Why can not we support all?

krizzu commented 6 years ago

Could you add some tests to see how adding px will work with different cases? Will not it break variables and percents?

Yeah, I still have to add functionality for it, will add test to prove it's working.

Why can not we support all? Some of them are background which just evals to backgroundColor, or borderWidth, which already defines all borders in RN.

Here's a list that I believe is supported by css-to-react-native, we can choose which make sense and add them

https://github.com/styled-components/css-to-react-native/blob/master/src/transforms/index.js#L54-L71

stale[bot] commented 5 years ago

This issue has been automatically marked as stale because it has not had recent activity. It will be closed if no further activity occurs. Thank you for your contributions.
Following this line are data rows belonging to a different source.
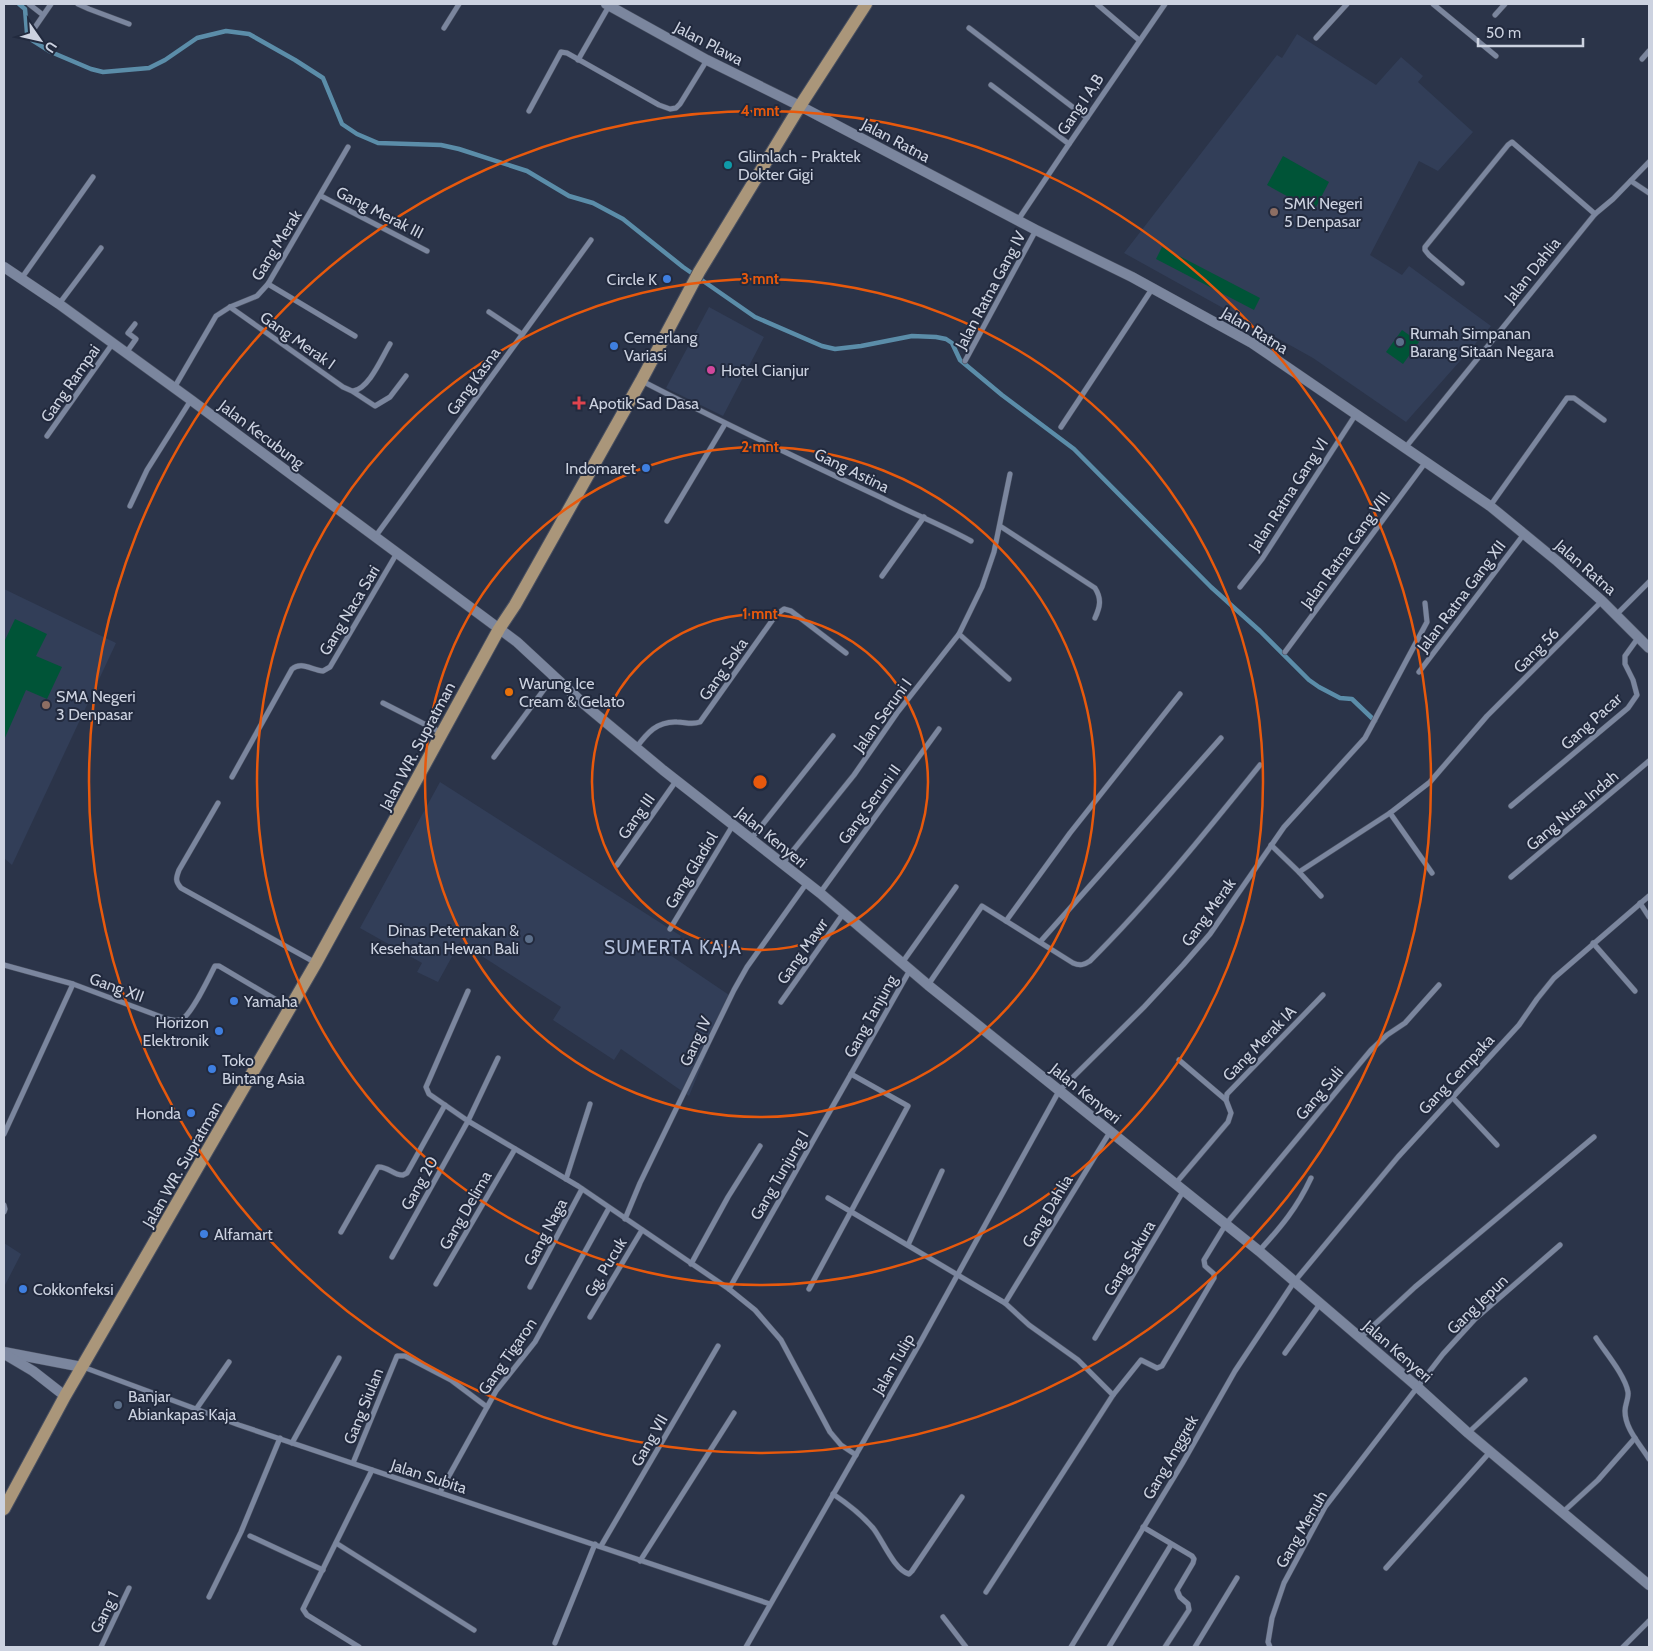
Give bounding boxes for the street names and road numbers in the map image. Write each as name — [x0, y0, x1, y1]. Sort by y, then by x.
street label: Jalan Plawa — [670, 17, 747, 70]
street label: Gang I A,B — [1053, 70, 1108, 138]
street label: Jalan Ratna — [857, 114, 933, 167]
street label: Gang Merak III — [333, 182, 427, 243]
street label: Gang Merak — [247, 206, 306, 284]
street label: Jalan Ratna Gang IV — [951, 228, 1030, 353]
street label: Jalan Dahlia — [1500, 234, 1565, 308]
street label: Jalan Ratna — [1217, 303, 1292, 358]
street label: Gang Merak I — [256, 308, 339, 373]
street label: Gang Rampai — [37, 341, 104, 426]
street label: Gang Kasna — [443, 344, 504, 419]
street label: Jalan Kecubung — [214, 395, 309, 473]
street label: Jalan Ratna Gang VI — [1244, 434, 1332, 555]
street label: Gang Astina — [811, 444, 893, 497]
street label: Jalan Ratna Gang VIII — [1296, 488, 1394, 613]
street label: Jalan Ratna — [1550, 535, 1620, 599]
street label: Jalan Ratna Gang XII — [1413, 537, 1510, 657]
street label: Gang Naca Sari — [315, 562, 384, 659]
street label: Gang 56 — [1510, 624, 1563, 677]
street label: Gang Soka — [695, 634, 752, 704]
street label: Jalan Seruni I — [849, 675, 916, 757]
street label: Jalan WR. Supratman — [375, 679, 459, 814]
street label: Gang Pacar — [1557, 688, 1626, 754]
street label: Gang Seruni II — [834, 761, 905, 848]
street label: Gang Nusa Indah — [1522, 766, 1622, 854]
street label: Gang III — [614, 790, 659, 843]
street label: Jalan Kenyeri — [732, 802, 811, 872]
street label: Gang Gladiol — [661, 828, 722, 912]
street label: Gang Merak — [1177, 874, 1240, 950]
street label: Gang Mawr — [773, 914, 833, 988]
street label: Gang XII — [87, 969, 147, 1006]
street label: Gang Tanjung — [840, 971, 901, 1061]
street label: Gang Merak IA — [1219, 1002, 1300, 1085]
street label: Gang IV — [676, 1013, 715, 1069]
street label: Gang Cempaka — [1415, 1030, 1498, 1118]
street label: Jalan Kenyeri — [1046, 1058, 1125, 1128]
street label: Gang Suli — [1292, 1063, 1347, 1124]
street label: Jalan WR. Supratman — [138, 1098, 226, 1232]
street label: Gang Tunjung I — [746, 1127, 813, 1223]
street label: Gang 20 — [397, 1153, 442, 1213]
street label: Gang Delima — [435, 1167, 496, 1253]
street label: Gang Dahlia — [1018, 1171, 1077, 1251]
street label: Gang Naga — [520, 1195, 571, 1269]
street label: Gang Sakura — [1100, 1217, 1159, 1299]
street label: Gg. Pucuk — [580, 1233, 631, 1300]
street label: Gang Jepun — [1443, 1271, 1512, 1338]
street label: Gang Tigaron — [474, 1314, 541, 1398]
street label: Jalan Kenyeri — [1358, 1315, 1436, 1387]
street label: Jalan Tulip — [868, 1330, 919, 1399]
street label: Gang Siulan — [340, 1365, 387, 1447]
street label: Gang VII — [627, 1411, 672, 1470]
street label: Gang Anggrek — [1139, 1411, 1203, 1503]
street label: Jalan Subita — [388, 1455, 469, 1498]
street label: Gang Menuh — [1272, 1487, 1331, 1571]
street label: Gang 1 — [86, 1588, 123, 1636]

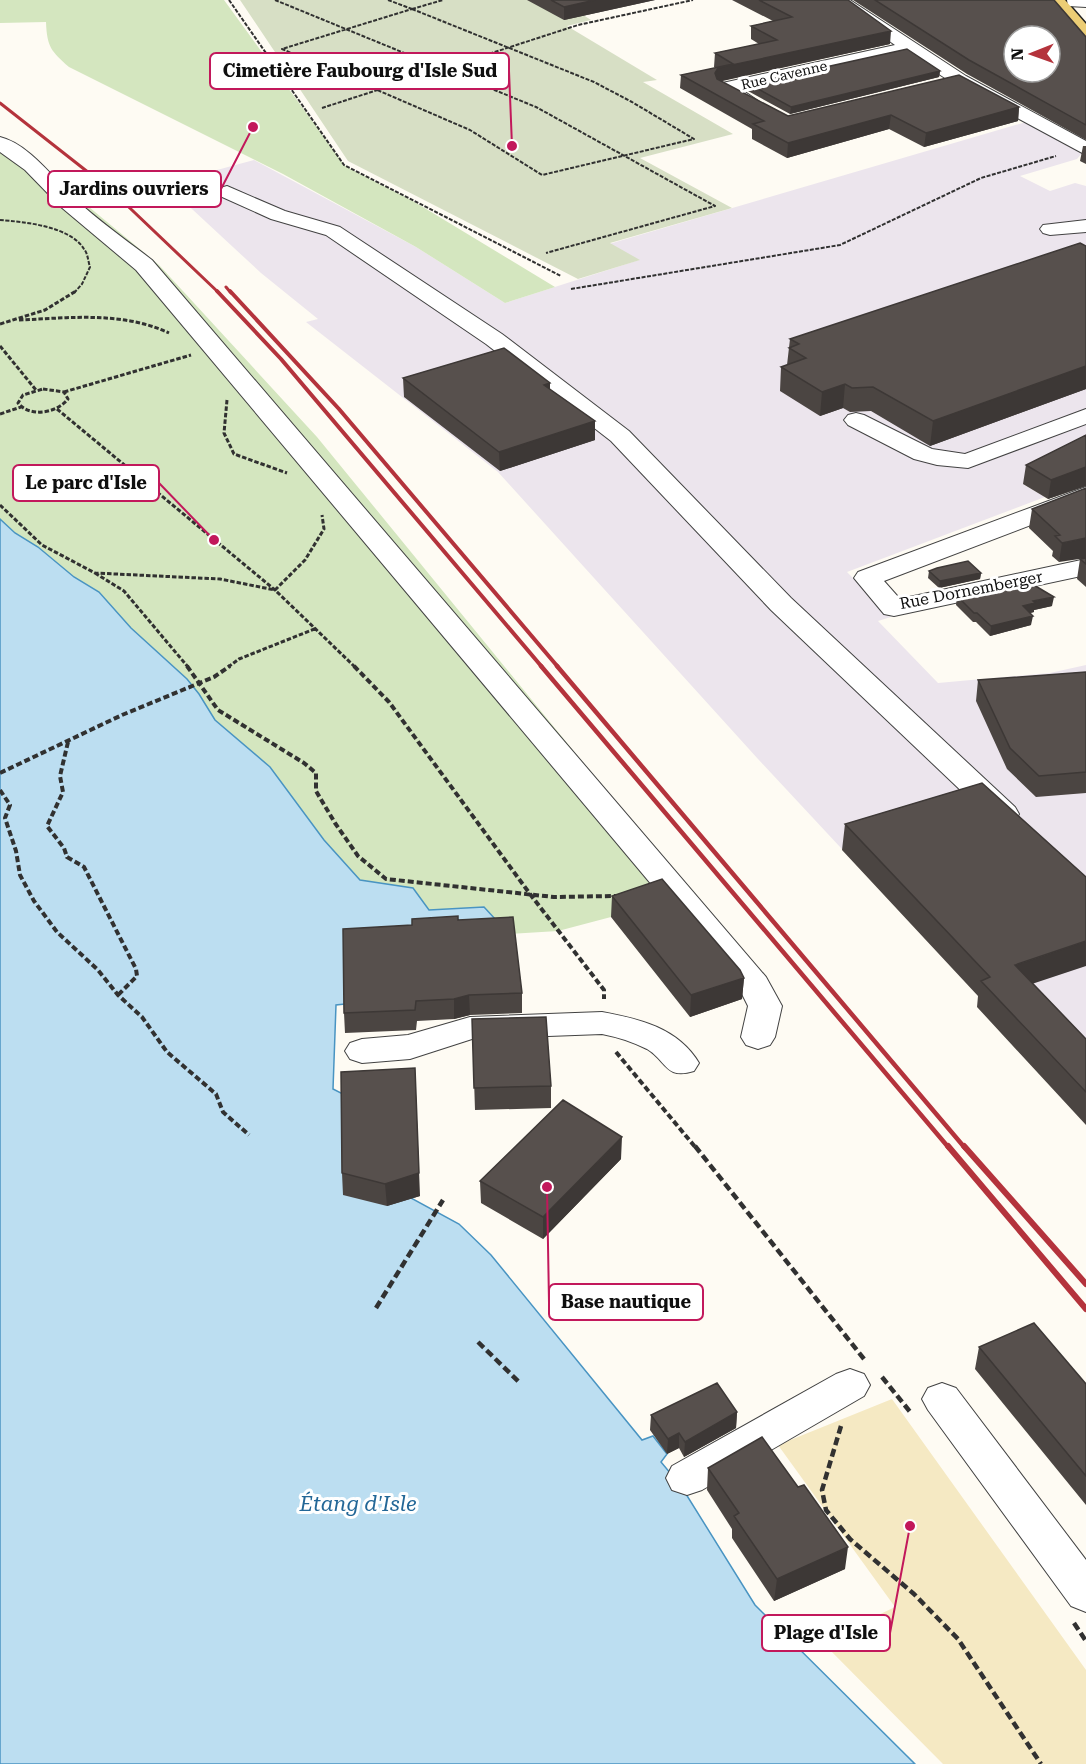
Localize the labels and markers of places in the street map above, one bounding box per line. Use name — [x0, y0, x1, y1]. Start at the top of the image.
callout: Cimetière Faubourg d'Isle Sud — [210, 53, 509, 89]
callout: Jardins ouvriers — [48, 171, 221, 207]
callout: Le parc d'Isle — [13, 465, 159, 501]
callout: Base nautique — [549, 1284, 703, 1320]
callout: Plage d'Isle — [762, 1615, 890, 1651]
gurs1kh commented 5 years ago


1. Calculations:

padding: '$a + 10 1 2 3'

I think we should deny calculations in shorthand props as it is impossible to parse normally.

One way to get around this is to allow for arrays to be used. ie:

padding: ['$a + 10', 1, 2, 3]

This also is a good stylistic alternative to using a space-separated string.

Here's how I've accomplished this before:

//modified/simplified for use in react-native (and some other reasons) from https://github.com/ActionIQ-OSS/style-builder/blob/master/StyleBuilder.js
function expandShorthand(values) {
  if (typeof values == 'string') {
    values = values.split(" ").map(v => isNaN(v) ? v : Number(v));
  }
  let results = [...Array(4)];
  switch(values.length) {
    case 1:
      return results.fill(values[0]);
    case 2:
      return results.map((v, i) => values[i % 2]);
    case 3:
      return results.map((v, i) => values[i % 3 + Math.floor(i / 3)]);
    default:
      return values;
  }
}

function parseShorthand(prefix, values) {
  if (typeof values == 'number') return values;
  let directions = ['Top', 'Right', 'Bottom', 'Left'];
  values = expandShorthand(values);

  return values.reduce((styles, value, i) => ({
    ...styles,
    [`${prefix}${directions[i]}`]: value,
  }), {});
}

function margin(values) {
  return parseShorthand('margin', values);
}

function padding(values) {
  return parseShorthand('padding', values);
}

function ignoreValue(value) {
  const type = typeof value;
  return type == 'number' || (type == 'string' && value.split(' ').length == 1);
}

function shorthand(styles) {
  let newStyles = Array.isArray(styles) ? [] : {};

  Object.keys(styles).forEach((key) => {
    const value = styles[key];
    const type = typeof value;

    if (!ignoreValue(value) && key == 'margin') {
      Object.assign(newStyles, margin(value));
    } else if (!ignoreValue(value) && key == 'padding') {
      Object.assign(newStyles, padding(value));
    } else if (Array.isArray(value)) {
      newStyles[key] = value.map(v => shorthand(v));
    } else if (type == "object") {
      newStyles[key] = shorthand(value);
    } else {
      newStyles[key] = value;
    }
  });

  return newStyles;
}

EStyleSheet._create = EStyleSheet.create;
EStyleSheet.create = (styles) => EStyleSheet._create(shorthand(styles));

Though I only really did margin and padding, this could easily be refactored to work with some other shorthands

vitalets commented 5 years ago

One way to get around this is to allow for arrays to be used.

Agree. Looks as nice solution! 👍

hustcer commented 4 years ago

+1

vitalets commented 3 years ago

So finally I think there will be more problems than profit from that feature.